Hay una frase de Thomas Mann en 'La muerte en Venecia' que me ha dado la clave para responder a una de las cuestiones que más han intrigado, inquietado y desasosegado a todo el que se aproxima al fenómeno del cristianismo: ¿Por qué es la muerte en la cruz el símbolo central de los cristianos? A lo largo de los siglos cada cual ha ido encontrando su respuesta y ya era hora de que yo encontrara la mía.

Ahora caigo en cuenta que si se me negaba una y otra vez la respuesta es porque la buscaba en el puro acontecimiento: la crucifixión de un hombre justo; incluso la de un Dios hecho hombre.

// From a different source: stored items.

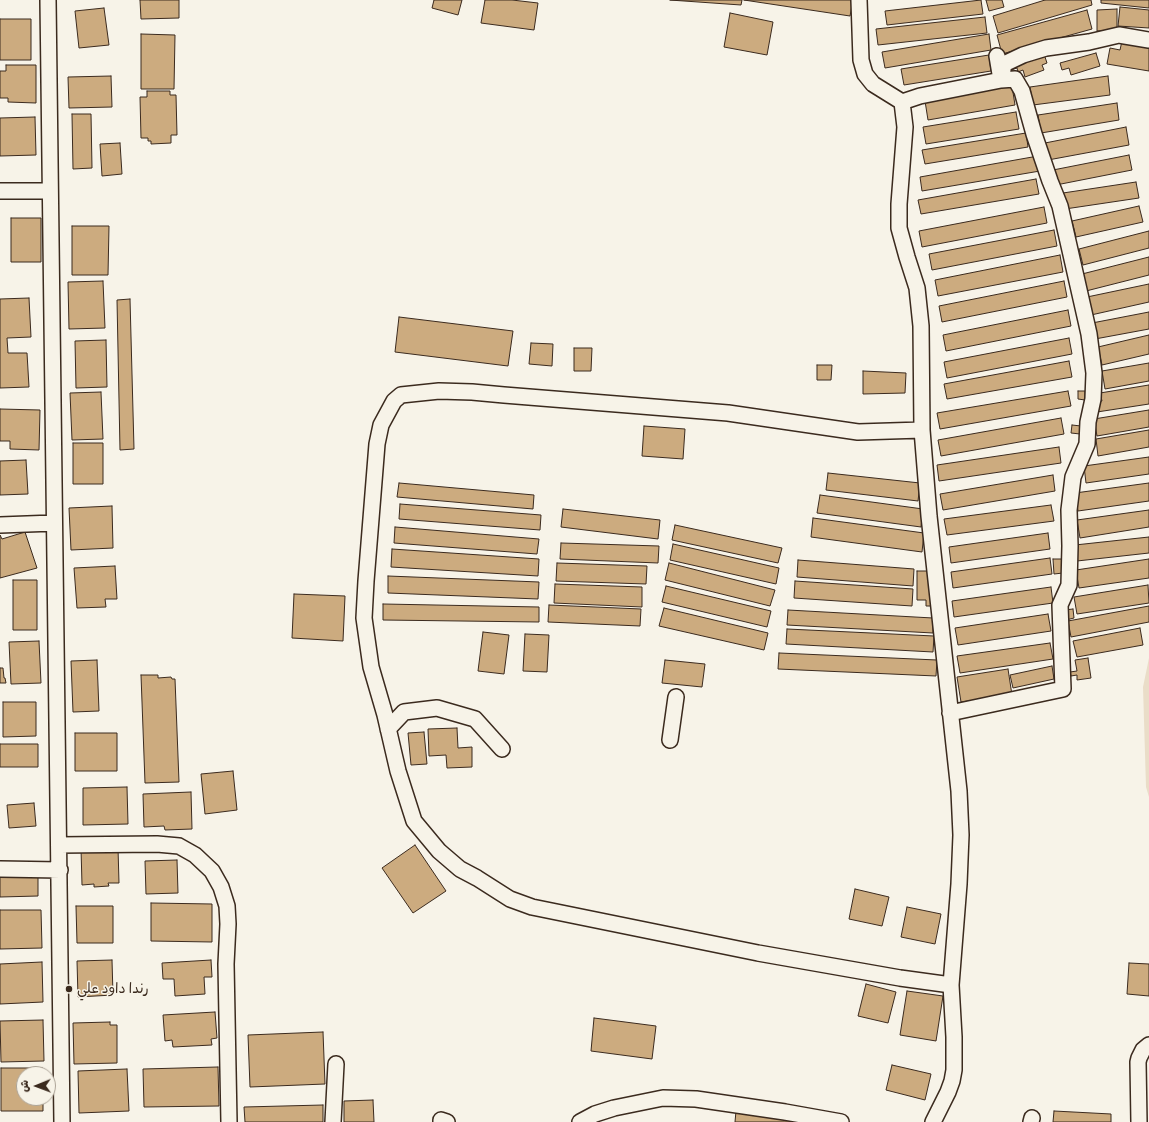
<!DOCTYPE html>
<html>
<head>
<meta charset="utf-8">
<style>
	body { margin:0 }
	#map { position:relative; width:1149px; height:1122px; overflow:hidden; background:#f7f3e8; font-family:Itim,"Playpen Sans Arabic",sans-serif }
	canvas { display:block }
	.north { position:absolute; left:16px; top:1066px; width:40px; height:40px; box-sizing:border-box; background:#f7f3e8; border:1px solid #aca397; border-radius:50%; rotate:269deg; font-size:11px; font-weight:700; line-height:16px; text-align:center; color:#3b2a1e }
	.north::after { content:''; display:block; margin:auto; width:14px; height:18px; background:#3b2a1e; clip-path:polygon(50% 0,100% 100%,50% 72%,0 100%) }
</style>
</head>
<body>
<div id="map">
<canvas width="1149" height="1122"></canvas>
<div class="north">ش</div>
</div>
<script>
const ctx = document.querySelector('canvas').getContext('2d');
ctx.lineJoin = 'round';
function fillPath(path, color) { ctx.fillStyle = color; ctx.fill(path, 'evenodd'); }
const shape = rows => new Path2D(rows.map(r => 'M' + r).join(''));
function trace(path, color, width, dash) { ctx.strokeStyle = color; ctx.lineWidth = width; ctx.lineCap = dash ? 'butt' : 'round'; ctx.setLineDash(dash || []); ctx.stroke(path); }
function drawText(font, color, halo, rows, align = 'center') {
  ctx.font = font + ' Itim,"Playpen Sans Arabic",sans-serif'; ctx.lineWidth = 3; ctx.setLineDash([]); ctx.textBaseline = 'middle'; ctx.strokeStyle = halo; ctx.fillStyle = color; for (const [text, x, y, turn = 0] of rows) {
    ctx.save(); ctx.translate(x, y); ctx.rotate((+turn || 0) * Math.PI / 180); ctx.textAlign = isNaN(turn) ? turn : align; if (halo) ctx.strokeText(text, 0, 0); ctx.fillText(text, 0, 0); ctx.restore();
  }
}
const built = shape([
	[1149,658,1149,797,1146,787,1143,687]
]);
const building = shape([
	[140,0,179,0,179,18,141,19,140,0],
	[434,0,462,0,458,15,432,8,434,0],
	[485,0,512,0,538,3,534,30,481,23,485,0],
	[670,0,742,0,741,5,670,0],
	[744,0,853,0,850,16,744,0],
	[981,0,983,14,887,25,885,11,981,0],
	[986,0,1002,0,1004,7,989,11,986,0],
	[1045,0,1091,0,1092,5,998,33,993,16,1045,0],
	[1101,0,1149,0,1149,8,1101,3,1101,0],
	[1120,7,1149,10,1149,28,1118,26,1120,7],
	[104,8,109,45,79,48,75,11,104,8],
	[1117,9,1117,30,1097,31,1097,10,1117,9],
	[1087,10,1092,29,1002,54,997,35,1087,10],
	[730,13,773,22,767,55,724,47,730,13],
	[985,17,987,33,878,45,876,29,985,17],
	[0,19,31,19,31,60,0,60,0,19],
	[141,34,175,35,174,89,141,89,141,34],
	[989,34,991,50,885,68,882,52,989,34],
	[1122,41,1149,46,1149,71,1107,64,1110,48,1120,50,1122,41],
	[1096,53,1100,66,1071,75,1069,68,1062,70,1060,63,1096,53],
	[1044,54,1047,63,1042,65,1044,70,1025,77,1023,70,1018,72,1017,68,1011,70,1010,65,1044,54],
	[989,55,991,71,904,85,901,69,989,55],
	[6,65,36,65,36,103,8,102,8,98,0,98,0,71,6,71,6,65],
	[111,76,112,107,69,108,68,77,111,76],
	[1108,76,1110,95,1033,105,1030,87,1108,76],
	[1012,86,1015,105,928,120,925,101,1012,86],
	[147,91,170,91,170,95,176,95,177,135,171,135,171,143,151,144,151,141,148,141,148,138,141,138,140,97,147,97,147,91],
	[1117,103,1119,120,1041,133,1038,115,1117,103],
	[1016,112,1019,129,926,144,923,127,1016,112],
	[72,114,91,114,92,168,73,169,72,114],
	[35,117,36,155,0,156,0,118,35,117],
	[1126,127,1129,145,1048,160,1045,143,1126,127],
	[1026,133,1028,147,925,164,922,150,1026,133],
	[120,143,122,174,102,176,100,144,120,143],
	[1129,155,1132,170,1056,185,1053,170,1129,155],
	[1038,156,1040,171,922,191,920,177,1038,156],
	[1036,179,1039,194,921,214,918,200,1036,179],
	[1136,182,1139,198,1065,209,1063,193,1136,182],
	[1139,206,1143,222,1076,237,1072,221,1139,206],
	[1044,207,1047,223,922,247,919,231,1044,207],
	[11,218,41,218,41,262,11,262,11,218],
	[72,226,109,226,108,275,72,275,72,226],
	[1054,230,1057,246,932,270,929,254,1054,230],
	[1149,231,1149,248,1083,265,1079,249,1149,231],
	[1060,255,1063,272,938,296,935,280,1060,255],
	[1149,257,1149,275,1086,291,1082,274,1149,257],
	[103,281,105,328,69,329,68,282,103,281],
	[1064,281,1067,297,942,322,939,306,1064,281],
	[1149,284,1149,302,1091,315,1087,297,1149,284],
	[29,298,31,337,7,338,8,353,27,353,29,387,0,388,0,299,29,298],
	[130,299,134,449,120,450,117,300,130,299],
	[1068,310,1071,326,946,351,943,335,1068,310],
	[1149,312,1149,329,1095,339,1092,323,1149,312],
	[399,317,513,331,508,366,395,352,399,317],
	[1149,335,1149,354,1102,365,1098,347,1149,335],
	[1069,338,1072,354,947,378,944,362,1069,338],
	[106,340,107,387,76,388,75,341,106,340],
	[531,343,553,344,552,366,529,364,531,343],
	[574,348,592,348,591,371,574,371,574,348],
	[1069,361,1072,377,947,399,944,384,1069,361],
	[1149,363,1149,381,1105,389,1102,371,1149,363],
	[817,365,832,365,831,380,817,380,817,365],
	[863,371,906,373,905,393,863,394,863,371],
	[1149,385,1149,404,1097,412,1096,402,1102,401,1100,393,1149,385],
	[1068,391,1071,406,940,429,937,413,1068,391],
	[1078,391,1085,391,1085,400,1078,399,1078,391],
	[101,392,103,439,72,440,70,393,101,392],
	[0,409,40,410,39,450,10,449,10,441,0,441,0,409],
	[1149,410,1149,427,1097,436,1094,419,1149,410],
	[1061,418,1064,434,941,456,938,440,1061,418],
	[1072,425,1081,426,1080,434,1071,433,1072,425],
	[644,426,685,429,683,459,642,456,644,426],
	[1149,430,1149,447,1098,456,1096,439,1149,430],
	[73,443,103,443,103,484,73,484,73,443],
	[1059,447,1061,463,939,481,937,465,1059,447],
	[1149,457,1149,474,1086,483,1084,466,1149,457],
	[26,460,28,494,0,495,0,461,26,460],
	[828,473,920,483,918,501,826,490,828,473],
	[1053,475,1055,491,943,510,940,494,1053,475],
	[399,483,534,495,533,509,397,497,399,483],
	[1149,483,1149,501,1078,511,1075,493,1149,483],
	[820,495,923,509,921,527,817,513,820,495],
	[400,504,541,515,540,530,399,519,400,504],
	[1051,505,1054,521,947,535,944,519,1051,505],
	[112,506,113,548,71,550,69,508,112,506],
	[563,509,660,520,658,539,561,527,563,509],
	[1149,510,1149,527,1080,538,1077,520,1149,510],
	[813,518,924,533,922,552,811,537,813,518],
	[675,525,782,548,778,563,672,540,675,525],
	[395,527,539,539,537,554,394,543,395,527],
	[25,532,37,568,0,578,0,535,2,539,25,532],
	[1048,533,1050,549,951,563,949,547,1048,533],
	[1149,537,1149,553,1077,561,1075,545,1149,537],
	[561,543,659,546,658,563,560,559,561,543],
	[673,544,779,568,776,584,670,560,673,544],
	[392,549,539,559,538,576,391,567,392,549],
	[1050,558,1052,574,953,588,951,572,1050,558],
	[1053,559,1062,559,1063,573,1054,574,1053,559],
	[1149,559,1149,578,1079,588,1076,570,1149,559],
	[798,560,914,569,913,586,797,577,798,560],
	[557,563,647,566,646,584,556,581,557,563],
	[669,563,775,590,770,606,665,580,669,563],
	[115,566,117,599,105,599,106,607,77,608,74,568,115,566],
	[917,571,931,571,931,606,926,606,926,600,917,600,917,571],
	[388,576,539,582,538,599,388,593,388,576],
	[13,580,37,580,37,630,13,630,13,580],
	[795,581,913,589,912,606,794,598,795,581],
	[555,584,642,587,642,607,554,603,555,584],
	[1148,585,1149,603,1077,614,1074,597,1148,585],
	[666,586,771,611,767,627,662,602,666,586],
	[1051,587,1053,603,954,617,952,601,1051,587],
	[294,594,345,596,343,641,292,638,294,594],
	[383,604,539,607,539,622,383,620,383,604],
	[549,605,641,609,640,626,548,622,549,605],
	[1149,606,1149,622,1071,637,1068,621,1149,606],
	[664,608,768,633,764,650,659,626,664,608],
	[1073,609,1074,618,1066,620,1065,610,1073,609],
	[788,610,933,618,933,633,787,625,788,610],
	[1048,614,1051,631,958,645,955,628,1048,614],
	[1140,628,1143,645,1077,657,1073,641,1140,628],
	[787,629,934,636,933,652,786,644,787,629],
	[483,632,509,635,504,674,478,671,483,632],
	[525,634,549,635,547,672,523,671,525,634],
	[39,641,41,683,11,684,9,642,39,641],
	[1050,643,1053,659,960,673,957,656,1050,643],
	[779,653,937,660,936,676,778,669,779,653],
	[1088,658,1091,678,1077,680,1077,675,1071,676,1070,672,1077,671,1075,660,1088,658],
	[97,660,99,711,73,712,71,661,97,660],
	[665,660,705,664,702,687,662,683,665,660],
	[1052,666,1054,679,1013,688,1010,675,1052,666],
	[0,668,3,668,4,678,5,678,6,683,0,683,0,668],
	[1008,669,1012,695,961,702,957,677,1008,669],
	[141,675,158,675,158,678,171,677,172,679,175,679,179,782,145,783,141,675],
	[3,702,36,702,36,736,3,737,3,702],
	[457,728,458,748,472,747,472,767,447,768,446,755,429,756,428,729,457,728],
	[424,732,427,764,411,765,408,733,424,732],
	[75,733,117,733,117,771,75,771,75,733],
	[0,744,38,744,38,767,0,767,0,744],
	[233,771,237,810,205,814,201,774,233,771],
	[127,787,128,824,83,825,83,788,127,787],
	[191,792,192,829,165,830,164,826,144,827,143,794,191,792],
	[34,803,36,826,9,828,7,805,34,803],
	[415,845,446,891,413,913,382,868,415,845],
	[81,848,118,848,119,883,108,883,109,886,94,887,94,884,82,885,81,848],
	[177,860,178,893,146,894,145,861,177,860],
	[38,870,38,896,0,897,0,871,38,870],
	[855,889,889,897,882,926,849,919,855,889],
	[151,903,212,904,212,942,151,941,151,903],
	[76,906,113,906,113,943,77,943,76,906],
	[907,907,941,914,935,944,901,937,907,907],
	[0,910,41,910,42,948,0,949,0,910],
	[112,960,113,995,78,997,77,961,112,960],
	[211,960,212,977,204,977,205,994,175,996,174,979,163,979,162,963,211,960],
	[42,962,43,1002,0,1004,0,964,42,962],
	[1129,963,1149,964,1149,996,1127,994,1129,963],
	[866,984,896,992,888,1023,858,1016,866,984],
	[907,991,943,996,936,1041,900,1035,907,991],
	[215,1012,217,1038,211,1039,212,1045,173,1047,172,1040,165,1041,163,1015,215,1012],
	[594,1018,656,1026,652,1059,591,1051,594,1018],
	[43,1020,44,1061,1,1062,0,1021,43,1020],
	[110,1022,110,1025,117,1025,117,1063,74,1064,73,1023,110,1022],
	[323,1032,325,1084,250,1087,248,1035,323,1032],
	[892,1065,931,1074,925,1100,886,1090,892,1065],
	[218,1067,219,1106,144,1107,143,1069,218,1067],
	[1,1068,43,1068,43,1074,24,1074,24,1098,43,1098,43,1111,1,1111,1,1068],
	[127,1069,129,1111,79,1113,78,1071,127,1069],
	[373,1100,374,1122,344,1122,344,1101,373,1100],
	[323,1105,323,1122,245,1122,244,1107,323,1105],
	[736,1111,795,1118,795,1122,735,1122,736,1111],
	[1054,1111,1111,1114,1111,1122,1053,1122,1054,1111]
]);
const minor = shape([
	[48,0,62,1122],
	[859,0,861,60,865,74,873,84,902,102,905,127,899,204,899,228,907,257,917,288,921,326,922,430,929,516,959,791,961,835,959,884,951,985,954,1037,954,1070,952,1081,948,1092,933,1122],
	[902,102,920,96,1001,80,997,56],
	[0,191,50,191],
	[922,430,858,432,728,413,504,395,472,392,439,391,401,395,394,401,381,425,377,444,366,581,364,618,371,667,385,715,398,771,414,821,439,851,460,869,477,878,510,899,532,907,758,953,900,978,951,985],
	[0,525,54,523],
	[950,713,1063,689,1060,605,1069,585,1070,546,1069,510,1073,477,1087,444,1088,422,1093,399,1094,373,1089,334,1060,206,1050,181,1034,134,1022,91,1015,79,1001,80,1004,64,1023,55,1046,48,1089,42,1119,35,1149,40],
	[388,729,404,712,437,708,475,719,502,749],
	[670,740,676,697],
	[59,845,157,844,179,846,195,855,212,871,221,887,227,906,228,924,226,964,229,1122],
	[0,869,60,870],
	[333,1122,336,1064],
	[441,1122,441,1120,447,1122],
	[580,1122,595,1114,614,1108,663,1098,696,1099,785,1112,841,1122],
	[1031,1122,1032,1118],
	[1139,1122,1138,1062,1139,1058,1143,1050,1149,1045]
]);
const markers = [
	[69,989,4,"#3b2a1e"]
];
const poiNames = [
	["رندا داود علي",77,989]
];
fillPath(built, '#eaddc8');
fillPath(building, '#ccab7f');
trace(building, '#3b2a1e', 1);
trace(minor, '#3b2a1e', 18);
trace(minor, '#f7f3e8', 15);
for (const [x, y, r, color] of markers) { const dot = new Path2D(); dot.arc(x, y, r, 0, 2 * Math.PI); ctx.fillStyle = color; ctx.fill(dot); trace(dot, '#f7f3e8', 1.5); }
drawText('14px', '#3b2a1e', '#f7f3e8', poiNames, 'left');
</script>
</body>
</html>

Con perdón del soneto («No me mueve mi Dios para quererte...»), la compasión que inspira el ajusticiamiento de un hombre bueno no me parecía un sentimiento con la fuerza inspiradora suficiente para convertirse en ese símbolo que transforma y orienta toda una vida, que no solo inspiró a los más próximos al hecho sino a millones y millones de individuos durante dos mil años ¿Y sigue haciéndolo!

Tampoco me resultaron decisivos los argumentos de los teólogos que he leído, algunos muy sofisticados, si bien debo confesar que no he procedido a una lectura exhaustiva. Tengo un prejuicio y es que, por mucha potencia intelectual que tengan los argumentos, creo que los símbolos universales funcionan sobre todo a nivel psicológico, pre-racional, responden a mecanismos mucho más elementales que forman parte de lo que solíamos llamar naturaleza humana y hoy decimos que están inscritos en el ADN. Lo que se me estaba escapando era la psicología de la fuerza inspiradora de la Pasión y Mann, cuando menos lo esperaba, me ha ayudado a dar con una respuesta.

No es la crucifixión, sino lo que muere en la Cruz. Y no es la muerte de un Dios en la cruz, sino lo que simbólicamente muere de cada creyente en la Cruz... ¿y la promesa de su resurrección! Eso sí tiene la fuerza suficiente para inspirar, transformar y orientar la vida de millones de personas durante varios milenios.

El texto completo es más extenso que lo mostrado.